Secretary of State John Kerry argued Monday during a press conference in Bangladesh that the press corps could "do us all a service" if they stopped covering terrorism "quite as much."
"No country is immune from terrorism," Kerry told journalists in Dhaka. "It’s easy to terrorize. Government and law enforcement have to be correct 24 hours a day, seven days a week, 365 days a year. But if you decide one day you’re going to be a terrorist and you’re willing to kill yourself, you can go out and kill some people. You can make some noise."
"Perhaps the media would do us all a service if they didn’t cover it quite as much," he added. "People wouldn’t know what’s going on."
Ironically, Kerry's remarks, which received applause, were delivered in the Edward M. Kennedy Center, a joint project between Bangladeshi Liberation War Museum and the U.S. Embassy. The center, as National Review noted, is "committed to open dialogue, informed action, individual and artistic expression, and personal and professional development."

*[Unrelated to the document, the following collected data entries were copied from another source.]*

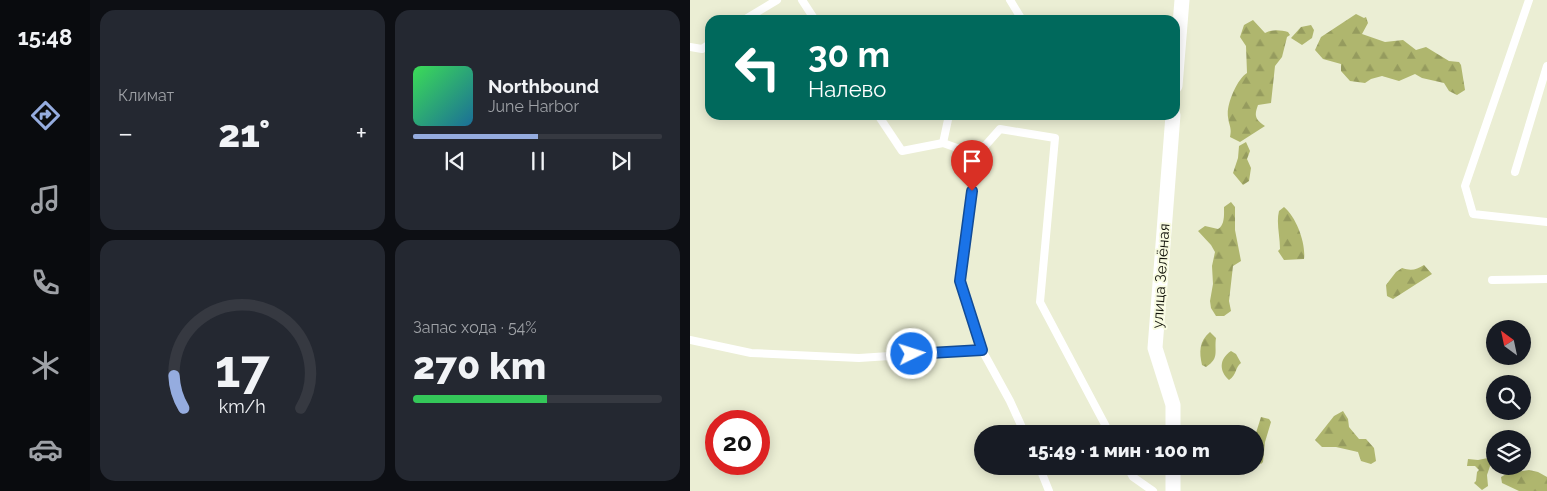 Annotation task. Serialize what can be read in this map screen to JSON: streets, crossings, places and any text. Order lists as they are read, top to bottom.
{
  "streets": {
    "street": ["улица Зелёная"]
  },
  "north": "top left",
  "page": {
    "tabs": "15:48",
    "tile": [
      "Климат",
      ["Запас хода · 54%", "270 km"]
    ],
    "turn": ["30 m", "Налево"],
    "song": ["Northbound", "June Harbor"],
    "heat": ["−", "21°", "+"],
    "limit": "20",
    "trip": "15:49 · 1 мин · 100 m",
    "gauge": ["17", "km/h"]
  }
} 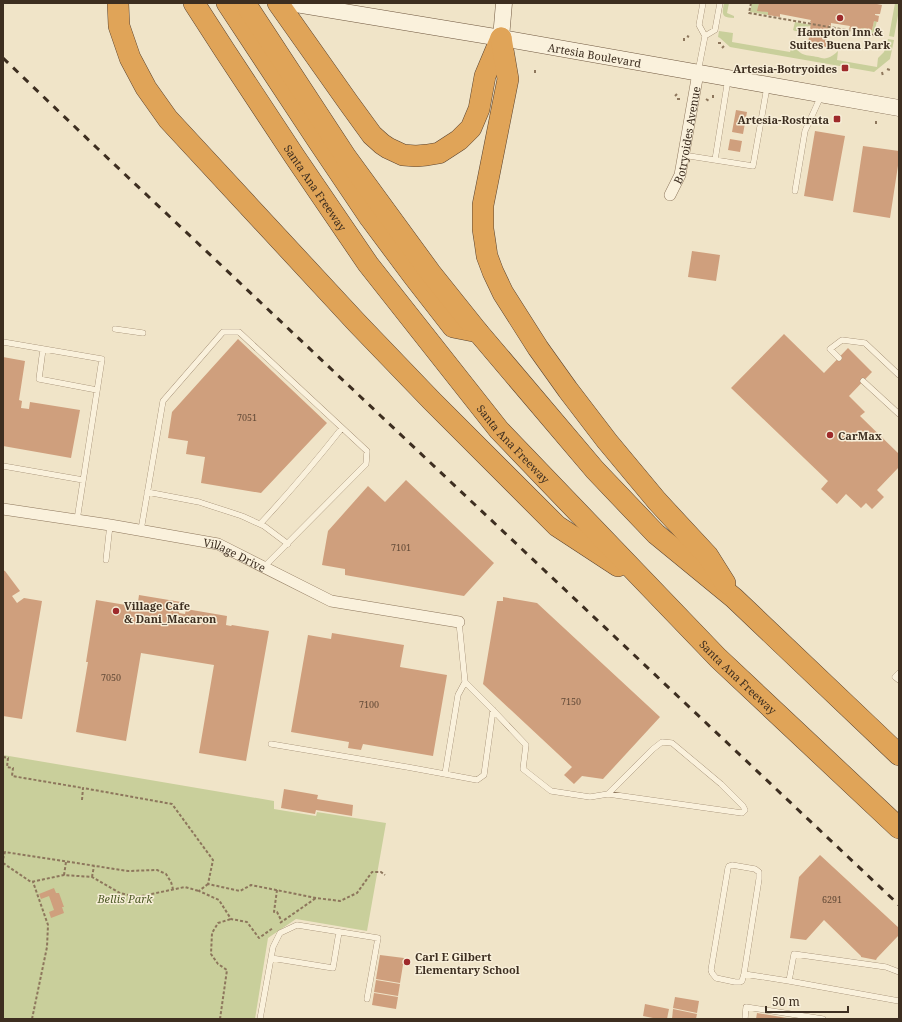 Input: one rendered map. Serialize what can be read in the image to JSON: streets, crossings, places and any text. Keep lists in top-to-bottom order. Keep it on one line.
{"streets":{"highway":["Santa Ana Freeway"],"main road":["Artesia Boulevard"],"street":["Botryoides Avenue","Village Drive"]},"crossings":[["Artesia Boulevard","Botryoides Avenue"]],"parks":["Bellis Park"],"places":{"other":["Hampton Inn & Suites Buena Park","CarMax","Village Cafe & Dani_Macaron","Carl E Gilbert Elementary School"],"transit":["Artesia-Botryoides","Artesia-Rostrata"]},"house_numbers":["7051","7101","7050","7150","7100","6291"],"scale_bar":"50 m"} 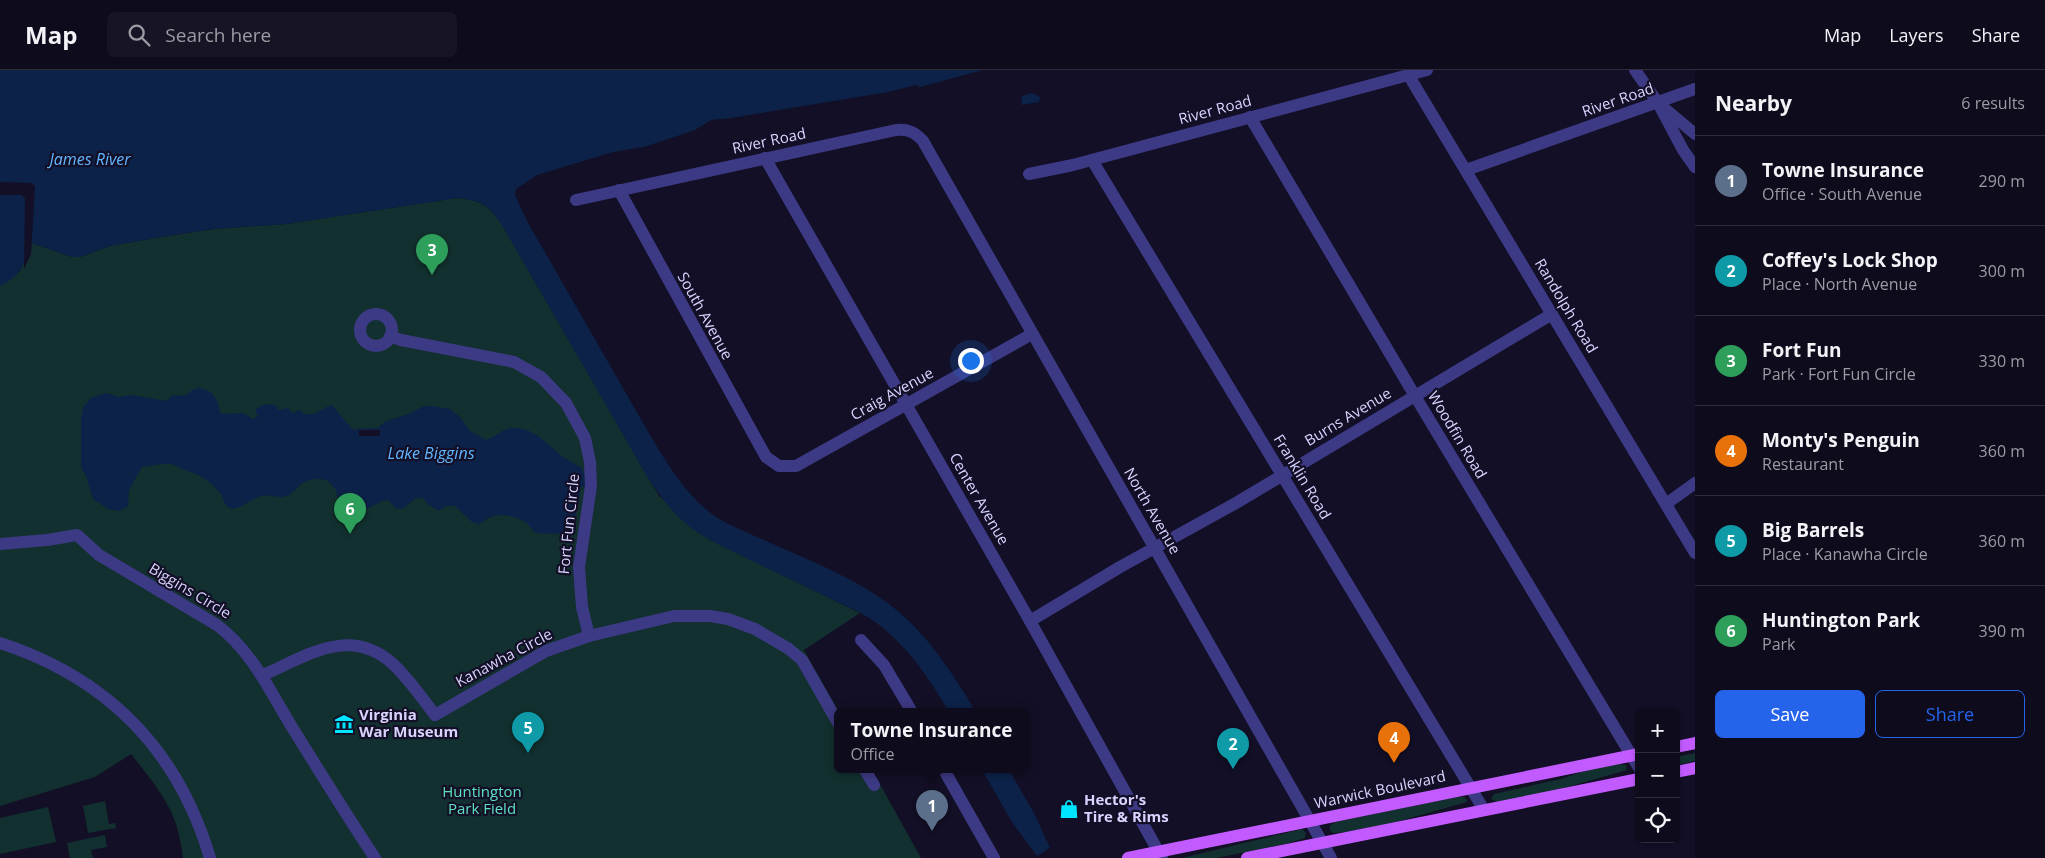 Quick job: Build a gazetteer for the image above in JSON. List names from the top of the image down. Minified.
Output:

Kerry also referred to a July 1 attack Holey Artisan Bakery in Dhaka, describing the assault as "an outrage clearly designed to divide Bangladesh, designed to try to cut off this welcoming society from the outside world."
"Dozens of smaller-scale attacks have been carried out during the past several years, often directed at members of religious minorities, foreigners, bloggers, and security officials, and the reason for this is obviously they want to divide you," he said. "They want to push people apart. They want to create internal strife."
The secretary of state related the attack to the fight against the Islamic State, or Daesh, as it is often called.
"In Iraq, Daesh kills people because of who they are. It kills Yezidis because they are Yezidis. It kills Shia because they are Shia. It kills Christian because they are Christian," Kerry said. "It kills people because they aren’t who they are and who they want you and will force you to be."
He said the Islamic State, and groups like it, "attack culture" and "attack history," adding that the U.S. and its allies are "defeating" the radical terror organization and will ultimately "defeat" it.